- WORK TASK
Reproduce the data word for word, keeping every line complete.
┌─ STORED DATA
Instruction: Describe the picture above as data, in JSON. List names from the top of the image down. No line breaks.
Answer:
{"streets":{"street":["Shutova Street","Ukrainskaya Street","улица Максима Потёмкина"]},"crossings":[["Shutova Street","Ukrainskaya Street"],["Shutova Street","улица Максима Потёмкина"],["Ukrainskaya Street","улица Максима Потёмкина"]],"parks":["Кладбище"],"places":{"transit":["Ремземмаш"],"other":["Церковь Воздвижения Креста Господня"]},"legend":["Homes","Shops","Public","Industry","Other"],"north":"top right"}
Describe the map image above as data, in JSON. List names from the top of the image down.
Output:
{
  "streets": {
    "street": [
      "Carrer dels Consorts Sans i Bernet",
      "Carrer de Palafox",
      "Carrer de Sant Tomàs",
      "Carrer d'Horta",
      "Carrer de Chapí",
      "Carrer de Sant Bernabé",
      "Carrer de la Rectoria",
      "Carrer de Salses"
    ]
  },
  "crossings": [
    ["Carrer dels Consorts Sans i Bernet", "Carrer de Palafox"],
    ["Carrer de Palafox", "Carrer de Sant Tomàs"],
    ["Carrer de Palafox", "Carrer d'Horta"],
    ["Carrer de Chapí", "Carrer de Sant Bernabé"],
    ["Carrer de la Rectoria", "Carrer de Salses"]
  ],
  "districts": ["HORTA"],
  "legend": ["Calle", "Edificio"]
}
└─
- RESPONSE AREA
Instruction: Describe the picture above as data, in JSON. List names from the top of the image down. No line breaks.
Answer:
{"streets":{"street":["Shutova Street","Ukrainskaya Street","улица Максима Потёмкина"]},"crossings":[["Shutova Street","Ukrainskaya Street"],["Shutova Street","улица Максима Потёмкина"],["Ukrainskaya Street","улица Максима Потёмкина"]],"parks":["Кладбище"],"places":{"transit":["Ремземмаш"],"other":["Церковь Воздвижения Креста Господня"]},"legend":["Homes","Shops","Public","Industry","Other"],"north":"top right"}
Describe the map image above as data, in JSON. List names from the top of the image down.
Output:
{
  "streets": {
    "street": [
      "Carrer dels Consorts Sans i Bernet",
      "Carrer de Palafox",
      "Carrer de Sant Tomàs",
      "Carrer d'Horta",
      "Carrer de Chapí",
      "Carrer de Sant Bernabé",
      "Carrer de la Rectoria",
      "Carrer de Salses"
    ]
  },
  "crossings": [
    ["Carrer dels Consorts Sans i Bernet", "Carrer de Palafox"],
    ["Carrer de Palafox", "Carrer de Sant Tomàs"],
    ["Carrer de Palafox", "Carrer d'Horta"],
    ["Carrer de Chapí", "Carrer de Sant Bernabé"],
    ["Carrer de la Rectoria", "Carrer de Salses"]
  ],
  "districts": ["HORTA"],
  "legend": ["Calle", "Edificio"]
}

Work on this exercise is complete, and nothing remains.